You can be anything that you want to be. Believe in yourself, follow your dreams, and don’t let anyone stop you. Write that novel. Launch that singing career at your local’s karaoke night in front of a load of old men. Cook the best mushroom risotto that your friends have ever tasted. I get it, sometimes real life gets in the way of these platitudes, but I have full confidence that you can achieve every goal you set your mind to. That goes double for anything you want to do in 168澳洲幸运5开奖网:Starfield.
Games, and RPGs in particular, often allow you to do anything you want, or be anyone you want. From the moment you load up the game, you’re often given a character creator which allows you to customise your appearance, stats, backstories, and a whole bunch of other options. In the game itself, your choices will likely reflect the character you’re trying to be. Whether it’s 168澳洲幸运5开奖网:Mass Effect’s paragon system deciding whether you’re a goodie or baddie, or which faction you team up with in 168澳洲幸运5开奖网:Fallout 4, RPGs love giving you difficult choices to help shape your character, and none more so than Bethesda.
Starfield is giving you options. Whether you’re going to be a cosmic archeologist scanning moon rocks like it’s the 168澳洲幸运5开奖网:early days of No Man’s Sky, or you fancy wearing your special edition watch (168澳洲幸运5开奖网:if it comes) and adventuring in the name of New Atlantis NASA, the choice is yours. You can be a vigilante dealing out swift justice among the stars, you can take down space capitalists on their 168澳洲幸运5开奖网:superyacht-sized luxury spacecraft, you can be a pirate or you can be a cop.
I already know what I’m going to be. I’m going to be a space pirate. A pirate. ꧒In space. You can’t tell me that any other fictional occupation in Bethesda’s NASApunk will be as cool as becoming the lovechild of Blackbeard and Neil Armstrong, so that’s wh🧔at I’m going to be. I can be anything I want, remember?

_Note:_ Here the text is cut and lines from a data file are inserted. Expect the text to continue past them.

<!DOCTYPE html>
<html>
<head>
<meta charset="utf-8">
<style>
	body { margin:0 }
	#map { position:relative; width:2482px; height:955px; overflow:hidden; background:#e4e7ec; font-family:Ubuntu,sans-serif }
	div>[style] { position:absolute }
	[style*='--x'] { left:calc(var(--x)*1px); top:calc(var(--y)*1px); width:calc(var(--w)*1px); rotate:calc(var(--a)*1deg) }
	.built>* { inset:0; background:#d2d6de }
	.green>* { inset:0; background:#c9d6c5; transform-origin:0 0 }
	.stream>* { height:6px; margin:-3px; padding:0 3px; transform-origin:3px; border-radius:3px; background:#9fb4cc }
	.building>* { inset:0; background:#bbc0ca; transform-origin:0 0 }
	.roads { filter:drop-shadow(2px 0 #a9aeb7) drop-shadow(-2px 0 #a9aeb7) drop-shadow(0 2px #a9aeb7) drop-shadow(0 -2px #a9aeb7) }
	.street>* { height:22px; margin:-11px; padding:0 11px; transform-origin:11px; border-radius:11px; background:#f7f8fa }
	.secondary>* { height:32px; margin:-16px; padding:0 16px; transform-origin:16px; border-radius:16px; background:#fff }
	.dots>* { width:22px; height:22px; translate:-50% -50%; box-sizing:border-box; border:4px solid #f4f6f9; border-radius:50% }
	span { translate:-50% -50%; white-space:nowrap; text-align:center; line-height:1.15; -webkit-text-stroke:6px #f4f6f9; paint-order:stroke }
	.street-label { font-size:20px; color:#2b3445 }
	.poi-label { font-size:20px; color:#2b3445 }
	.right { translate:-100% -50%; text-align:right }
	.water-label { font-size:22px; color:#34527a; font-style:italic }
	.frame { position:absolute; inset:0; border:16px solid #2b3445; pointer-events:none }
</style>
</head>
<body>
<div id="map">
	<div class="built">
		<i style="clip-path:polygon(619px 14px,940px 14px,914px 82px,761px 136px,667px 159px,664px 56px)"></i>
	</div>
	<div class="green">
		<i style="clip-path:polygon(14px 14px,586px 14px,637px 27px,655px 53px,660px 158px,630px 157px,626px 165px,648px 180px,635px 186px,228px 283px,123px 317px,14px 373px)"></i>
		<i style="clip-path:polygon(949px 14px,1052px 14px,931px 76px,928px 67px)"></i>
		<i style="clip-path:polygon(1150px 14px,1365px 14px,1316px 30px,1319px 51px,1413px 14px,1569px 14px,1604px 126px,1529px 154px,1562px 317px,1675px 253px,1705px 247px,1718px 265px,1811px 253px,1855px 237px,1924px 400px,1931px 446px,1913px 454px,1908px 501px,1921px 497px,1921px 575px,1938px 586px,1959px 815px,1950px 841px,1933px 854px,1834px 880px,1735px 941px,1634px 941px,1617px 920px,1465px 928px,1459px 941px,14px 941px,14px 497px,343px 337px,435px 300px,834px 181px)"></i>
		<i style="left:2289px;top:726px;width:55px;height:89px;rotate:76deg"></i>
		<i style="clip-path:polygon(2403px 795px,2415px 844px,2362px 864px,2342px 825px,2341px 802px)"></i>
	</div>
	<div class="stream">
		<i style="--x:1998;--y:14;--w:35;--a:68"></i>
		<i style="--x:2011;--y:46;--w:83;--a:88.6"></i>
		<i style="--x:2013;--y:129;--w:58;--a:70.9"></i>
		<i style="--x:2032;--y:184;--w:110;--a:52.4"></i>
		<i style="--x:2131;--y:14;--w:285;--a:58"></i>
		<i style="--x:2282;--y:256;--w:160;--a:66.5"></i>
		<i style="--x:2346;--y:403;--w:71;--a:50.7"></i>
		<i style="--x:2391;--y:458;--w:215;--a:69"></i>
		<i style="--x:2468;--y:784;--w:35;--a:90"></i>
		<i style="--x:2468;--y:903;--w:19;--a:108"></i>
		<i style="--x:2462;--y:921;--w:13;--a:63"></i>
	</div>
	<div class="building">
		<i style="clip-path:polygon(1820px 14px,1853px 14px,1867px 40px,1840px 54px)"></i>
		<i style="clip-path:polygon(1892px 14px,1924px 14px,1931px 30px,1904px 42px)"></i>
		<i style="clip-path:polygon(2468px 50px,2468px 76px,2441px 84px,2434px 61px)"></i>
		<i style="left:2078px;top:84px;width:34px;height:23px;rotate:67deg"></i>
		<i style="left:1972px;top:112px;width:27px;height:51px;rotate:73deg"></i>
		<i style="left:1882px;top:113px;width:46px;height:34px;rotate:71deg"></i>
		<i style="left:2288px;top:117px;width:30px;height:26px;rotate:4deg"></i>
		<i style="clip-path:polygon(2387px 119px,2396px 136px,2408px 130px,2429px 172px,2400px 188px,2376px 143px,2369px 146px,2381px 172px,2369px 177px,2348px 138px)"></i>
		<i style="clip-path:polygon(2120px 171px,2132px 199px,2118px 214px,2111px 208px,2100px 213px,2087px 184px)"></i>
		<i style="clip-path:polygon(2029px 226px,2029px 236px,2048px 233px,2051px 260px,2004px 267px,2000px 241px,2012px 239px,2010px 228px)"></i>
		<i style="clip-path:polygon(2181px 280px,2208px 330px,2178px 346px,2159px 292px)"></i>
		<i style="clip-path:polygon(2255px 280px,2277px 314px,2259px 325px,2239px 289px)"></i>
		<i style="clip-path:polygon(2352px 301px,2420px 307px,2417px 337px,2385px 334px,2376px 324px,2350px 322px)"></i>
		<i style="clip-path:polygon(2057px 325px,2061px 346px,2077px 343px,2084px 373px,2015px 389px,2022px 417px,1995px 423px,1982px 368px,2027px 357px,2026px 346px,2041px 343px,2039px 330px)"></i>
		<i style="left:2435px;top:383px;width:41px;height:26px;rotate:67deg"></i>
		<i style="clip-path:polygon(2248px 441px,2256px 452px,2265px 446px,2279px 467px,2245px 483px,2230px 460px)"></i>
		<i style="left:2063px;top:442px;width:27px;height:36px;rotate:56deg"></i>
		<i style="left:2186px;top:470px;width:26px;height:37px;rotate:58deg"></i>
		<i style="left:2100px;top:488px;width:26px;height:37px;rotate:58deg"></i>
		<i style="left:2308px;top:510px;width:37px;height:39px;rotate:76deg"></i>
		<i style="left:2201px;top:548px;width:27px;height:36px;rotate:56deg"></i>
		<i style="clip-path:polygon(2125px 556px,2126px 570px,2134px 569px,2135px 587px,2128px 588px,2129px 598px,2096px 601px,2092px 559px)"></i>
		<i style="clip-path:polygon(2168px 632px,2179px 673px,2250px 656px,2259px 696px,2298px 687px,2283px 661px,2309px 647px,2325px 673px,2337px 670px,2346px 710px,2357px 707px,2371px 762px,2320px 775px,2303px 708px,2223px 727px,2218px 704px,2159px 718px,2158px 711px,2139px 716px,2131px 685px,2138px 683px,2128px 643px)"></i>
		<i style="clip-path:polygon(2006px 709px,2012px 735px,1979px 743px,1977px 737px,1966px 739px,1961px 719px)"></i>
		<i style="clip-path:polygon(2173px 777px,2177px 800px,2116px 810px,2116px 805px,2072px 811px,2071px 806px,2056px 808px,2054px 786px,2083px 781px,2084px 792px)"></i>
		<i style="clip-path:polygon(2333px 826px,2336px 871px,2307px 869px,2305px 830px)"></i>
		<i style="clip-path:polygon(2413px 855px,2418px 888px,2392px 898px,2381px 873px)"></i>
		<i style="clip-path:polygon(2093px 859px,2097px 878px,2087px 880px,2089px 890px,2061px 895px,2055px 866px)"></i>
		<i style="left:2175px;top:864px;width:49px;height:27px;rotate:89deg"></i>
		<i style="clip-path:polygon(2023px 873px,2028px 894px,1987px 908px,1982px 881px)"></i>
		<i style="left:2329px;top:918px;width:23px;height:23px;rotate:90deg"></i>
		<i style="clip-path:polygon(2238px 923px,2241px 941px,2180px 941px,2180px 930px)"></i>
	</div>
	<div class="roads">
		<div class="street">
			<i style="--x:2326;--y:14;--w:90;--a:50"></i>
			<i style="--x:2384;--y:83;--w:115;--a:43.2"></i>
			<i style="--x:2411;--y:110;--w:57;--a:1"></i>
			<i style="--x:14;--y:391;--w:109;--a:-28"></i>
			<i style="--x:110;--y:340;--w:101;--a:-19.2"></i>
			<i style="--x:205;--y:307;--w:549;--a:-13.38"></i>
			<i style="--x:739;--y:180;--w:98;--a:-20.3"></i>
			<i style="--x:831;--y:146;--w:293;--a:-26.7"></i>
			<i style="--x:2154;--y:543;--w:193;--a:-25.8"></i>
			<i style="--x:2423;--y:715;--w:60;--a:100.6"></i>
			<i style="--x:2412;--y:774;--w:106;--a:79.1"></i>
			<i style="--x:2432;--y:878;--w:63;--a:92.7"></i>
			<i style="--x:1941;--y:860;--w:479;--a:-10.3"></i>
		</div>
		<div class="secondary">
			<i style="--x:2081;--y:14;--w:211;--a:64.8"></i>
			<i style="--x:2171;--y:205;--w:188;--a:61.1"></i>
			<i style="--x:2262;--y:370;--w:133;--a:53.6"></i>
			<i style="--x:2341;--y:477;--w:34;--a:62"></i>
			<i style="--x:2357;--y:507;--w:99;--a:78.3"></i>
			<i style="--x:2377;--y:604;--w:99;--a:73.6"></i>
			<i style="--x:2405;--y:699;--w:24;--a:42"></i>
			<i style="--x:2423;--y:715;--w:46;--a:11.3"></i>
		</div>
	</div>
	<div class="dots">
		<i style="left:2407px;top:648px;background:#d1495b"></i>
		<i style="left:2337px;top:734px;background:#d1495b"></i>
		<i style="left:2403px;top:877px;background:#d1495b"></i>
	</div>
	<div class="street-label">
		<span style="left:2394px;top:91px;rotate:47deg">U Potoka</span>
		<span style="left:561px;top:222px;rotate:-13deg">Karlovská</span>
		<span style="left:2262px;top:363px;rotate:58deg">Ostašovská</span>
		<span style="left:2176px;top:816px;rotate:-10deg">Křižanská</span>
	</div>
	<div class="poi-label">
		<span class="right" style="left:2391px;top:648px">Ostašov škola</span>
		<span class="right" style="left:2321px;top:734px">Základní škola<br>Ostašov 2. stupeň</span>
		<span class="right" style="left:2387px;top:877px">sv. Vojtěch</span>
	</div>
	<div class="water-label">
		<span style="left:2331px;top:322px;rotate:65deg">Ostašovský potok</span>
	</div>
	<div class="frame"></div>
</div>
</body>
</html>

I was sold on the life of space piracy when I first heard the name, and doubled down on the idea when Bethesda showed off some of the boarding options for spacecraft in the game. Ma🥀ybe I’ll be a master negotiator pirate, bartering my way on board unsuspecting vessels before pulling out my laser pistol and just starting blasting. Maybe I’ll be more honest about my motivations, blowing ships out of the atmosphere and looting their carcasses, or boarding with a bloodthirsty crew all armed to the teeth. One thing I know for sure is that no ship in the system will be safe fromꩵ my wrath, and that fancy shmancy cruise liner is the first in line for a break-in. I’ll steal, loot, and plunder my way across the galaxy, and there’s nothing you can do to stop me.
Someone will try to stop me, I assume. That would be the cops. It 🐈was previously revealed that you could play Starfield as a cop, an insider on a pirate vessel leaking information to the authorities. That’s fine, I’ll need an enemy in my playthrough, but I can’t for the life of me understand why anyone would play as a cop in their gaܫme.
When given the option of a space pirate or a police offic𒆙er, which sounds more fun? Looting freely, redistributing the universe’s unequal wealth, and making a barbarous name for yourself, or working for The Man by rounding up petty criminals and pointing your gun at children to make yourself feel bigger before returning home to your loveless marriage to have perfunctory sex with your boring partner? I know which I’m choosing, and I’m not going to be a cop, not even to roleplay some ‘good apple’ or corrupt vigilante trying to fix the system. You can b🥀e anything you want to be, anything in the entire universe, and you choose law enforcement? I worry about you.
Maybe I’m being a little harsh. The choice isn’t between space pirate and cop, it’s between space pirate and space cop. You got me. My bias is showing. But a pirate is cooler than a c🍃op, so aꦦ space pirate is, by extension, cooler than a space cop. Checkmate.
I’m sur💝e people will play Starfield as space cops, but I won’t pretend I get it. There’s not even any PvP action in the game, so it’s not as if you’re getting the thrill of ruining someone else’s fun. You’re just being a dick to NPCs under the guise of law and order. At least us space pirates are honest about our intentions. We’re both playing this game for a space age power fantasy, 🔯but I’m the one admitting I’m a bad guy. If you’re roleplaying as a space cop, I’m going to assume that you think you’re doing The Right Thing, that every lawbreaker in the galaxy is good for nothing and belongs in prison. You won’t interrogate their motivations, you won’t try to understand their motivations, you’ll just arrest with impunity to try to massage your fragile ego.
Go ahead, be a space cop. But know that you’re shutting yourself off from the most exciting RPG elementꦆs in the game, by not engaging with space heists and by ignoring the characters and their stories. Sure, you’ll hear a lot about the policꦉe and the establishment, but I guarantee you that’ll be the most boring part of the game. Do you go around real life finding out facts about the government and ignoring all the people on your street? Like I said, you can be anything you want to be. But if you want to be a space cop, maybe dream bigger.